Take the entries below and give them back exactly. Leave out nothing.

*** EXERCISE DATA ***

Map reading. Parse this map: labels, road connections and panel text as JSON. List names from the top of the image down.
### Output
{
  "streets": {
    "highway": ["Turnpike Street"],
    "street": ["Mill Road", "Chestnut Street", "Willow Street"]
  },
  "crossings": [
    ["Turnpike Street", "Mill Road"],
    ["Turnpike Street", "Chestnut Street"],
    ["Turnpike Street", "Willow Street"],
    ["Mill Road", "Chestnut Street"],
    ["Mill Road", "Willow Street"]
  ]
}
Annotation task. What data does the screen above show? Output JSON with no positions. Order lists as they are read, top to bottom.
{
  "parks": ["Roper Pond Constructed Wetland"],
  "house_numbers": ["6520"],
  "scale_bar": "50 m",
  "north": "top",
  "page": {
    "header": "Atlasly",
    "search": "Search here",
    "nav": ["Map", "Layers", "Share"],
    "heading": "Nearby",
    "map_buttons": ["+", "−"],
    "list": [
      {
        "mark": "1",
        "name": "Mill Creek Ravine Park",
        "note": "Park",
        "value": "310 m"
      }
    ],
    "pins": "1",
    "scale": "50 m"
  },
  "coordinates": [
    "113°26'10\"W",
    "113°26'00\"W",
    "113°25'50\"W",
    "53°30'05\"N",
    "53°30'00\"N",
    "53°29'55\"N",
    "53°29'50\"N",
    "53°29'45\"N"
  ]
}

*** End of EXERCISE DATA ***

→ **ANSWER BOX**:
Map reading. Parse this map: labels, road connections and panel text as JSON. List names from the top of the image down.
### Output
{
  "streets": {
    "highway": ["Turnpike Street"],
    "street": ["Mill Road", "Chestnut Street", "Willow Street"]
  },
  "crossings": [
    ["Turnpike Street", "Mill Road"],
    ["Turnpike Street", "Chestnut Street"],
    ["Turnpike Street", "Willow Street"],
    ["Mill Road", "Chestnut Street"],
    ["Mill Road", "Willow Street"]
  ]
}
Annotation task. What data does the screen above show? Output JSON with no positions. Order lists as they are read, top to bottom.
{
  "parks": ["Roper Pond Constructed Wetland"],
  "house_numbers": ["6520"],
  "scale_bar": "50 m",
  "north": "top",
  "page": {
    "header": "Atlasly",
    "search": "Search here",
    "nav": ["Map", "Layers", "Share"],
    "heading": "Nearby",
    "map_buttons": ["+", "−"],
    "list": [
      {
        "mark": "1",
        "name": "Mill Creek Ravine Park",
        "note": "Park",
        "value": "310 m"
      }
    ],
    "pins": "1",
    "scale": "50 m"
  },
  "coordinates": [
    "113°26'10\"W",
    "113°26'00\"W",
    "113°25'50\"W",
    "53°30'05\"N",
    "53°30'00\"N",
    "53°29'55\"N",
    "53°29'50\"N",
    "53°29'45\"N"
  ]
}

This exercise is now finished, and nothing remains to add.